Letter 77 opens mid-scene: a ship from Alexandria has just been spotted in the harbor at Puteoli, and everyone rushes to the docks. Seneca notices the crowd's excitement and stays put. He uses this small moment — the frenzy over a ship bearing news and grain from Egypt — to pivot to something larger: why do we keep craning our necks toward more? More time, more spectacle, more life?
The letter centers on a man named Marcellinus, a friend who was ill and deliberating whether to go on living. His doctors were divided; his friends were divided; Marcellinus himself was not. He had lived enough. He chose to end his life through voluntary starvation, and did so calmly, even generously — distributing gifts to his slaves in his final days. Seneca doesn't condemn him. He defends him, and in doing so makes one of his most direct arguments: what matters is not how long we live, but how we live.
"Think about how much the same things keep recurring — food, sleep, and sex — that's the cycle. We want to live not because life is good, but out of habit."
The argument isn't nihilism. It's a kind of aesthetic judgment. A life well-shaped has a natural completion, the way a good speech does, or a feast. To drag it beyond that point isn't living more — it's smearing the ending.
This idea runs through several letters.

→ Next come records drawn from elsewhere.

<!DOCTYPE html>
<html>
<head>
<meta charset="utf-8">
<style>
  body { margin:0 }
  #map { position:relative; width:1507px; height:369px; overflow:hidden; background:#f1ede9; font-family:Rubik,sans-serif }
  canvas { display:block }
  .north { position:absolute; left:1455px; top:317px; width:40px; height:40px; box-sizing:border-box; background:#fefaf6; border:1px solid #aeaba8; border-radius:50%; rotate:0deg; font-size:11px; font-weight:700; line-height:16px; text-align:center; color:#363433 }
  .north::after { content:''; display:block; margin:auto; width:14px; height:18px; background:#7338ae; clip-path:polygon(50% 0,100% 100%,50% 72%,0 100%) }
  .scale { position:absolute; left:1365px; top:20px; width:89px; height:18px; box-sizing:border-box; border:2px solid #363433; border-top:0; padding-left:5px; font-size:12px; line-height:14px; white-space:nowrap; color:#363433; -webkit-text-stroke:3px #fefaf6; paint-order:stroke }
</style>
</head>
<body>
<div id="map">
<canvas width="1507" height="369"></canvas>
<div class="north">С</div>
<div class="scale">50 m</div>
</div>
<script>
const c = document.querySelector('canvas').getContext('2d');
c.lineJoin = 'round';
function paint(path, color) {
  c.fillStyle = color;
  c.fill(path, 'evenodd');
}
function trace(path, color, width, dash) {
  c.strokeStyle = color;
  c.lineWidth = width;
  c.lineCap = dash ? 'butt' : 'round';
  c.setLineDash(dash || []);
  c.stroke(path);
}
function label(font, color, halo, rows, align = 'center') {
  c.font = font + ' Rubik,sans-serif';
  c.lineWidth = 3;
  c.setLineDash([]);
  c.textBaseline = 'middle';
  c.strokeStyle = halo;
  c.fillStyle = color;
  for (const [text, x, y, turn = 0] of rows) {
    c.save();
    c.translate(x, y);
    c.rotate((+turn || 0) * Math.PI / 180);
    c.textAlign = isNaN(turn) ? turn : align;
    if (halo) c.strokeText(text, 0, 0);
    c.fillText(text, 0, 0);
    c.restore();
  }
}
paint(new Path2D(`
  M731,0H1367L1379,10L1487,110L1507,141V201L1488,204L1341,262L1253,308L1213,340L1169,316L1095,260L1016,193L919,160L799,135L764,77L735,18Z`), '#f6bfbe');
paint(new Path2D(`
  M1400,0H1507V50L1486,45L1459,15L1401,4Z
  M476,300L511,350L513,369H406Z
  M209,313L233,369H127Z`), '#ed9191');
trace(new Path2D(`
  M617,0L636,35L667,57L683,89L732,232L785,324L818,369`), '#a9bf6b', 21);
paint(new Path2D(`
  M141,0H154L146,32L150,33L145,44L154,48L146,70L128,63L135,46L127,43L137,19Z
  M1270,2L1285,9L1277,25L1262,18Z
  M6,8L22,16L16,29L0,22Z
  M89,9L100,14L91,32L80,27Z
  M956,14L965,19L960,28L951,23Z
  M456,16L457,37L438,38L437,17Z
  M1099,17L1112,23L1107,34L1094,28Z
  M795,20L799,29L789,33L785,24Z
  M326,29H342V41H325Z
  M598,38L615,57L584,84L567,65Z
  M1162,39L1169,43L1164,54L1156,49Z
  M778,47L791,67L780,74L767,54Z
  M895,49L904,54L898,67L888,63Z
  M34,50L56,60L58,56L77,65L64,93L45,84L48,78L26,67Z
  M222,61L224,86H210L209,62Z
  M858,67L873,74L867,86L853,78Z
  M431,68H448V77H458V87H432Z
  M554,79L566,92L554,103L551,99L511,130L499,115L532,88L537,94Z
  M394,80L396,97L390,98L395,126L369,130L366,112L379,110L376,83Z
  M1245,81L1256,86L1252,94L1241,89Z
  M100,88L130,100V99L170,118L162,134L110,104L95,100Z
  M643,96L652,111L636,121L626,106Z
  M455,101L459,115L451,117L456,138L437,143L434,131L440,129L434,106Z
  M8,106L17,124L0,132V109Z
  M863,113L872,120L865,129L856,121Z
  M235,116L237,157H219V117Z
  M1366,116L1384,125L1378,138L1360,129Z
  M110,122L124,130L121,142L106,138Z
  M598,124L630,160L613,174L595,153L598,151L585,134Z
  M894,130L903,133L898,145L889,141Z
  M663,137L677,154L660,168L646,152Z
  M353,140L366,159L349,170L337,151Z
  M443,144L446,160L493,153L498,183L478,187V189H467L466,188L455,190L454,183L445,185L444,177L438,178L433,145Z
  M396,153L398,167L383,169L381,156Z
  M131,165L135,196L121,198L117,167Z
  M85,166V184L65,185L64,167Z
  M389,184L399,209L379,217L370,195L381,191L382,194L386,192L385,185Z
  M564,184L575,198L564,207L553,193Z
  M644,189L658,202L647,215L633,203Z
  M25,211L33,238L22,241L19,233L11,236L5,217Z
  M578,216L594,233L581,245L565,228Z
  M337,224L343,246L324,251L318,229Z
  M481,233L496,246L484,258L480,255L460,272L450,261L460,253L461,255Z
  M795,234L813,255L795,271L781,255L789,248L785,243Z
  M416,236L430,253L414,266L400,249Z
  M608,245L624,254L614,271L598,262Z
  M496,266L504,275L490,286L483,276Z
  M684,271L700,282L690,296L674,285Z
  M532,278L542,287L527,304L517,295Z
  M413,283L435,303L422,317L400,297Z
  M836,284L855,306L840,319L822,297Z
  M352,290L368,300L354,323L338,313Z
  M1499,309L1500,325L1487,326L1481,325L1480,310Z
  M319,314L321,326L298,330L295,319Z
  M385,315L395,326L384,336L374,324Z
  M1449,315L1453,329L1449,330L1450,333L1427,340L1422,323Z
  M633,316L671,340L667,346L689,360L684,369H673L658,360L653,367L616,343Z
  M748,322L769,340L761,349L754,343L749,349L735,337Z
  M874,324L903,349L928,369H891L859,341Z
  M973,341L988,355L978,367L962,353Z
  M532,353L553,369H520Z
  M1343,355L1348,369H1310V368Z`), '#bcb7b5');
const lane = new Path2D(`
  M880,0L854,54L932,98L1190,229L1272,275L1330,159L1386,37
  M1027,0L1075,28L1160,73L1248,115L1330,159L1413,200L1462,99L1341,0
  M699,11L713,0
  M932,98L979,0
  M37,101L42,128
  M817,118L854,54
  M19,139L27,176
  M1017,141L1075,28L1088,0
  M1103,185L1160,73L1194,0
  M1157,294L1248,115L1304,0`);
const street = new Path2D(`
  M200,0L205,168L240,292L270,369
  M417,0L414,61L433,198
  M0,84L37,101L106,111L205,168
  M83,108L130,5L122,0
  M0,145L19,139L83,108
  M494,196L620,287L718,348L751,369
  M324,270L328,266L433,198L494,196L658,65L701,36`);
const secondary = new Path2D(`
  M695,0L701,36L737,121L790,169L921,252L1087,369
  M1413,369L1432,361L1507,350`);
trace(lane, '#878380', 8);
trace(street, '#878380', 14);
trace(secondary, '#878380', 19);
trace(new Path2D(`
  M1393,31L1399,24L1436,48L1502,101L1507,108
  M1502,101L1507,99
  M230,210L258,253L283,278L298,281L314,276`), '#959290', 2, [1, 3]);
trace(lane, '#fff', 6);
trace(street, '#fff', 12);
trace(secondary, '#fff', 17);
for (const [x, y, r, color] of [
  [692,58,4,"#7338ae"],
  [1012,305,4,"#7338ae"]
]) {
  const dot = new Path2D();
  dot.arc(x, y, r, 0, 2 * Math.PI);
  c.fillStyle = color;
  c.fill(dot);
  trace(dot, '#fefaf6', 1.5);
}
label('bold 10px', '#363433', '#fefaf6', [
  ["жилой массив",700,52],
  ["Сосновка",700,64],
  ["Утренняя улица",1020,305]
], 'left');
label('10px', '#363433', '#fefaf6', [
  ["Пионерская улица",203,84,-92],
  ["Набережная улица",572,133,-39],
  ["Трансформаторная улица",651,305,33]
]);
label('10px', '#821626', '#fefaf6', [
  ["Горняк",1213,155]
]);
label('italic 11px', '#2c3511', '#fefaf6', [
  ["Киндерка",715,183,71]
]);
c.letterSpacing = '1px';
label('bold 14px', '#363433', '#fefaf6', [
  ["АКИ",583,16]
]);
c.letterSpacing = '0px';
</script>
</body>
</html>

In Letter 26, written when Seneca himself was aging, he says the mind stays sharp even as the body falters, and this gives him genuine comfort. In Letter 30, he visits his old friend Aufidius Bassus, who is dying and at peace — not performing peace, actually at peace, because he has thought clearly about what death is. The man who has made his peace with dying, Seneca suggests, has already done the hardest philosophical work.
David Goodall, an Australian botanist and ecologist, came to mind immediately. At 104, he traveled from Perth to Basel in May 2018 to end his life at an assisted-dying clinic. He was not terminally ill. He was simply old, increasingly immobile, and — by his own clear account — finished. When asked if he was happy, he said plainly: "No. I'm not happy. I want to die." But he didn't say it in anguish. He said it with the same evenness you'd use to say you were ready to leave a party. His last request was to have Beethoven's Ode to Joy playing. The documentary The 104-Year-Old Who Chose to Die captures it closely, and what strikes you watching it is how undramatic the whole thing is for a subject that tends to produce drama. He just thought clearly, decided, and went.
What Seneca would have recognized, I think, is not the choice itself but the clarity behind it. Goodall didn't cling. He also didn't rush. He waited until he had genuinely had enough — and then he said so.
The Stoics weren't courting death. They were trying to strip it of its power to terrify — which meant thinking about it plainly, often. What would it mean to feel, someday, that you had done enough? Not resigned, not depleted. Just complete.